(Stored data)
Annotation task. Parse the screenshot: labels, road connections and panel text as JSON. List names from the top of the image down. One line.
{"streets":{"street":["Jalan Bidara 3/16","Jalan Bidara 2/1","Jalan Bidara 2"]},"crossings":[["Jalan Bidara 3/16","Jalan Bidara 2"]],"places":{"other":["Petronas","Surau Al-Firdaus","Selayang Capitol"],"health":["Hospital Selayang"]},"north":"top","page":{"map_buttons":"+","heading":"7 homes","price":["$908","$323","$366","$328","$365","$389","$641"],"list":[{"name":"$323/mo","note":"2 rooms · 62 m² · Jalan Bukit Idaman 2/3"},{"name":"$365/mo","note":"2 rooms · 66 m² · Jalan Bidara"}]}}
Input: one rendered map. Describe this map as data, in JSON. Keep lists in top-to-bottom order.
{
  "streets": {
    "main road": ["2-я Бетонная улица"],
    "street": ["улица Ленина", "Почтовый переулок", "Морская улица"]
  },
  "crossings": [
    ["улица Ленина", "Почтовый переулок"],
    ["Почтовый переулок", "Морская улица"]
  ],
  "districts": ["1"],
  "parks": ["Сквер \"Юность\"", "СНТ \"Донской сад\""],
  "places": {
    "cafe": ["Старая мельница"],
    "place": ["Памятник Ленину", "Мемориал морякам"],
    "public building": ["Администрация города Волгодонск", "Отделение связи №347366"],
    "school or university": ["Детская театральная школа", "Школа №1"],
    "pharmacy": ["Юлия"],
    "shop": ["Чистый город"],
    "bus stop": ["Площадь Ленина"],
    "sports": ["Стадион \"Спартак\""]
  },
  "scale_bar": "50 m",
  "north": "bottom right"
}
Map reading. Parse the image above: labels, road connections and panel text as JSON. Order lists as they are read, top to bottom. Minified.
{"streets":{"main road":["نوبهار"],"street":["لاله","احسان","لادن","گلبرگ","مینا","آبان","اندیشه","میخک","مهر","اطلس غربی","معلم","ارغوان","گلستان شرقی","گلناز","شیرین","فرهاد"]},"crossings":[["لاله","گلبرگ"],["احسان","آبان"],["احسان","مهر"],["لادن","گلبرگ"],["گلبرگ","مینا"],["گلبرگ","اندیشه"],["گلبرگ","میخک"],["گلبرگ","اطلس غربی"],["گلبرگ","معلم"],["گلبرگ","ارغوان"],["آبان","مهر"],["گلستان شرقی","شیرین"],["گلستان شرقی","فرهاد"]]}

■ **Exercise objective**
Line by line, reproduce the data above exactly.

■ **Finished task**
Annotation task. Parse the screenshot: labels, road connections and panel text as JSON. List names from the top of the image down. One line.
{"streets":{"street":["Jalan Bidara 3/16","Jalan Bidara 2/1","Jalan Bidara 2"]},"crossings":[["Jalan Bidara 3/16","Jalan Bidara 2"]],"places":{"other":["Petronas","Surau Al-Firdaus","Selayang Capitol"],"health":["Hospital Selayang"]},"north":"top","page":{"map_buttons":"+","heading":"7 homes","price":["$908","$323","$366","$328","$365","$389","$641"],"list":[{"name":"$323/mo","note":"2 rooms · 62 m² · Jalan Bukit Idaman 2/3"},{"name":"$365/mo","note":"2 rooms · 66 m² · Jalan Bidara"}]}}
Input: one rendered map. Describe this map as data, in JSON. Keep lists in top-to-bottom order.
{
  "streets": {
    "main road": ["2-я Бетонная улица"],
    "street": ["улица Ленина", "Почтовый переулок", "Морская улица"]
  },
  "crossings": [
    ["улица Ленина", "Почтовый переулок"],
    ["Почтовый переулок", "Морская улица"]
  ],
  "districts": ["1"],
  "parks": ["Сквер \"Юность\"", "СНТ \"Донской сад\""],
  "places": {
    "cafe": ["Старая мельница"],
    "place": ["Памятник Ленину", "Мемориал морякам"],
    "public building": ["Администрация города Волгодонск", "Отделение связи №347366"],
    "school or university": ["Детская театральная школа", "Школа №1"],
    "pharmacy": ["Юлия"],
    "shop": ["Чистый город"],
    "bus stop": ["Площадь Ленина"],
    "sports": ["Стадион \"Спартак\""]
  },
  "scale_bar": "50 m",
  "north": "bottom right"
}
Map reading. Parse the image above: labels, road connections and panel text as JSON. Order lists as they are read, top to bottom. Minified.
{"streets":{"main road":["نوبهار"],"street":["لاله","احسان","لادن","گلبرگ","مینا","آبان","اندیشه","میخک","مهر","اطلس غربی","معلم","ارغوان","گلستان شرقی","گلناز","شیرین","فرهاد"]},"crossings":[["لاله","گلبرگ"],["احسان","آبان"],["احسان","مهر"],["لادن","گلبرگ"],["گلبرگ","مینا"],["گلبرگ","اندیشه"],["گلبرگ","میخک"],["گلبرگ","اطلس غربی"],["گلبرگ","معلم"],["گلبرگ","ارغوان"],["آبان","مهر"],["گلستان شرقی","شیرین"],["گلستان شرقی","فرهاد"]]}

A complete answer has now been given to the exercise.